Why are there so few defaults? #
mbf-fastq-processor is following the python mantra ’explicit is better than implicit'.
It’s presumptuous to assume our user’s use case, and mismatches between an assumed and actual use case lead to unwelcome surprises that the user might only discover much later, if at all.
Defaults also make for difficult upgrade paths - you can’t really change them later on without silently breaking your user’s outputs (They’ll be different, but it will be not immediately clear to the user why).
Instead have a look at the how-to section.
Empty Reads #
Some of the modifying steps may produce empty reads.
Some downstream aligners, notably STAR, will fail on such empty reads in FASTQ files (STAR specifically will complain that sequence length is unequal quality length, even though they’re both 0).
To remove such reads, deploy a FilterEmpty step after the trimming
(or a FilterMinLen step).
Wrapped FASTQs #
The FASTQ ‘standard’ (Cock et al.) allows for ‘wrapped’ sequence and quality lines, which contain newlines that are omitted when parsing the file.
mbf-fastq-processor does currently not support such wrapped FASTQ files.
This variation seems to be very rare in the wild, at least for sequencing data - it might be different if you look at assemblies with quality data attached?
If this turns out to be necessary / requested, we’ll have to rework the parser.
Cuckoo Filtering #
All steps that involve set-membership tests ( such as TagDuplicates, TagOtherFileByName, TagOtherFileBySequence ) offer to use either an exact data structure (HashSet) that uses a lot of RAM, or a probabilistic data (scalable Cuckoo filtering) structure which offers greatly reduced RAM usage, but has a (configurable) false positive rate.
Cuckoo filtering is a stochastic algorithm, the reproducibility of which we enforce by requiring a seed for it’s randomness. Unfortunately, that seed is not the only (nuisance) parameter influencing the outcome. The order of reads (both in the reference and your FASTQ file), the initial size of the filter, the growth rate and the false positive rate also influence the outcome.
mbf-fastq-processor automatically chooses the initial size (aligned read count for index BAM files as reference, 10 million otherwise) and the growth rate. You influence the input files and the chosen false positive rate.
The RAM usage for runs fairly linearly with the number of entries in the filter (false positive rate 0.001, initial capacity 10 million):
| Entries | RAM Usage |
|---|---|
| 10 million | ~28 MiB |
| 30 million | ~88 MiB |
| 100 million | ~220 MiB |
| 200 million | ~488 MiB |
(In contrast, an exact filter of 100 million 150 bp reads will need in excess of 14 GiB, just for the read sequences).
The effect of the false positive rate at 100 million reads is roughly:
| FP | RAM Usage |
|---|---|
| 0.01 | ~175 MiB |
| 0.001 | ~220 MiB |
| 0.0001 | ~270 MiB |
| 0.0001 | ~314 MiB |
| 0.00001 | ~356 MiB |
| 0.000001 | ~412 MiB |
| 0.0000000001 | ~552 MiB |
BAM output missing @PG header #
mbf-fastq-processor is not putting an @PG header into it’s BAM files. That is by design.

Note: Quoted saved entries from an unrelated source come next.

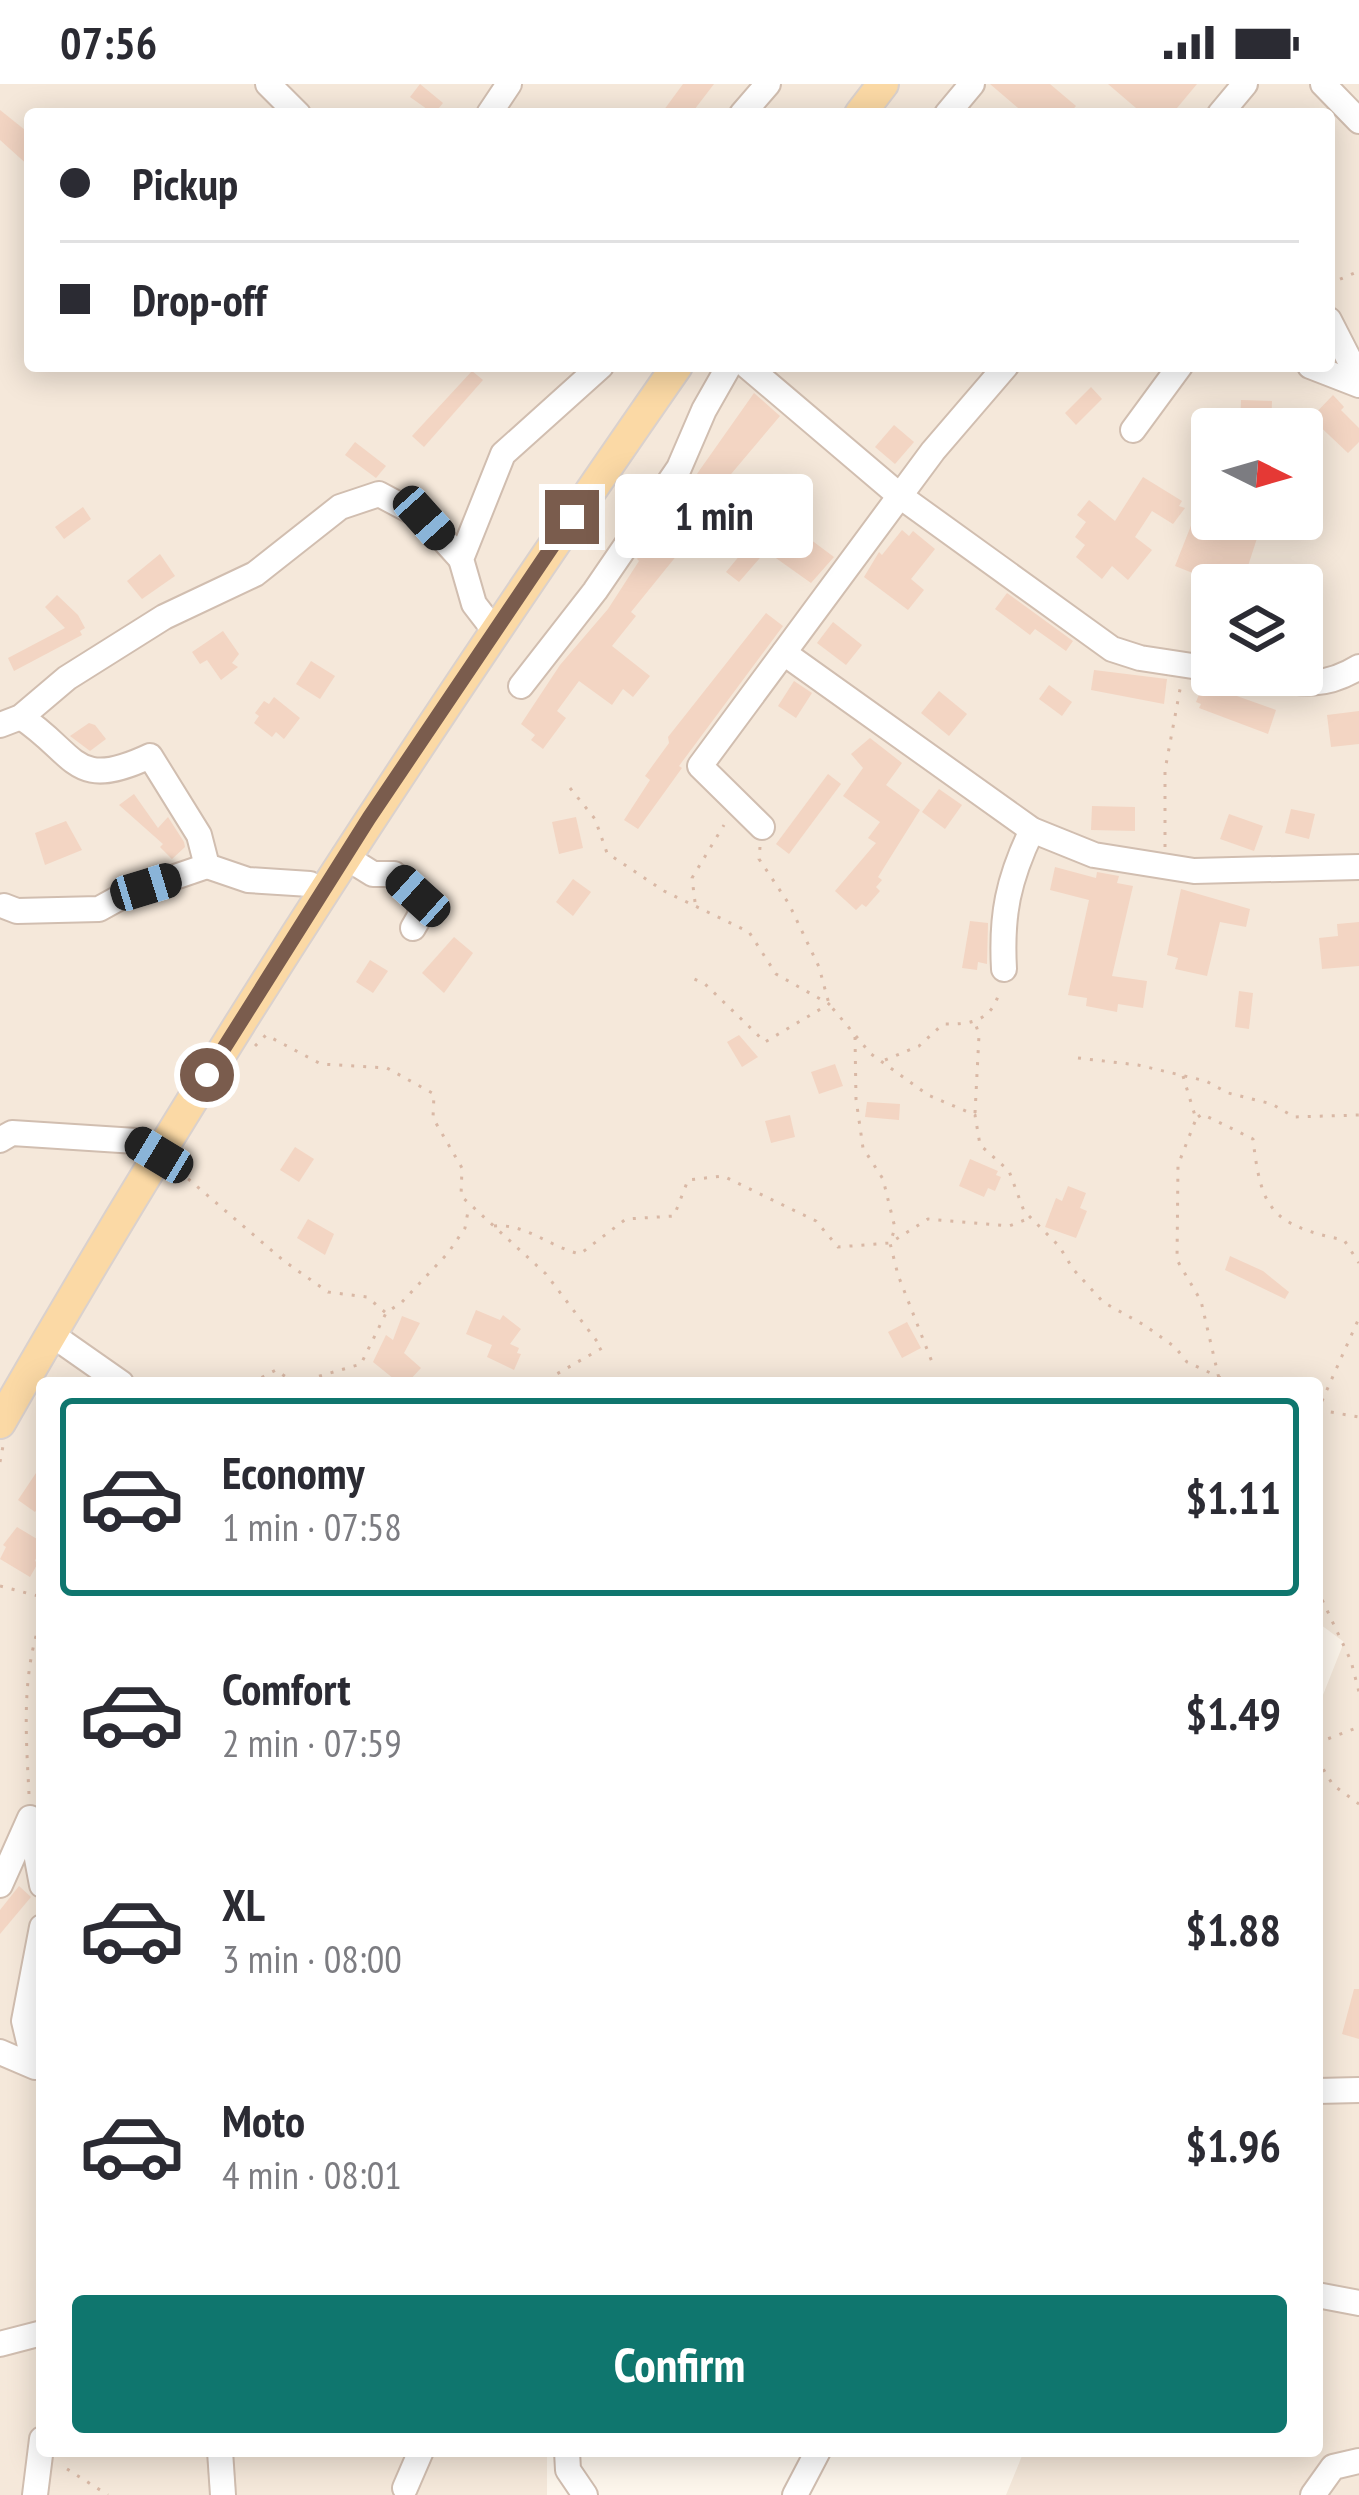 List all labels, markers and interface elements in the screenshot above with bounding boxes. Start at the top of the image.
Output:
text: 07:56 [60,13,157,71]
text: Pickup [132,154,238,212]
text: Drop-off [132,270,266,328]
north arrow [1191,408,1323,540]
map controls [1191,408,1323,696]
callout: 1 min [614,475,812,559]
car [387,479,461,557]
route end [545,490,599,544]
text: 1 min [675,490,753,541]
button: layers [1191,564,1323,696]
car [106,859,186,915]
car [379,859,457,933]
route start [180,1048,234,1102]
car [119,1121,199,1189]
icon: car [78,1443,186,1551]
text: Economy [222,1443,365,1501]
text: $1.11 [1185,1468,1281,1526]
text: 1 min · 07:58 [222,1501,402,1552]
icon: car [78,1659,186,1767]
text: Comfort [222,1659,351,1717]
text: $1.49 [1185,1684,1281,1742]
text: 2 min · 07:59 [222,1717,402,1768]
icon: car [78,1875,186,1983]
text: XL [222,1875,265,1933]
text: $1.88 [1185,1900,1281,1958]
text: 3 min · 08:00 [222,1933,402,1984]
icon: car [78,2091,186,2199]
text: Moto [222,2091,305,2149]
text: $1.96 [1185,2116,1281,2174]
text: 4 min · 08:01 [222,2149,402,2200]
button: Confirm [72,2295,1287,2433]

One the one hand, our configuration file driven workflow really does not fit into the command line based concept @PG (and the CL field may not contain new lines).
On the other, @PG purposes to track BAM provenance, but your scientific workflow must do that for every type of file, not just BAM, so it’s a blatant layering violation :).
Having it leads to hash instability of BAM files (since some tool will inevitably record the order of command line arguments even when tha doesn’t matter).
Security #
mbf-fastq-processor is MIT licensed - no warranties of any kind.
That being said, we use cargo-deny to check our dependencies for known issues (integrated into our release workflow).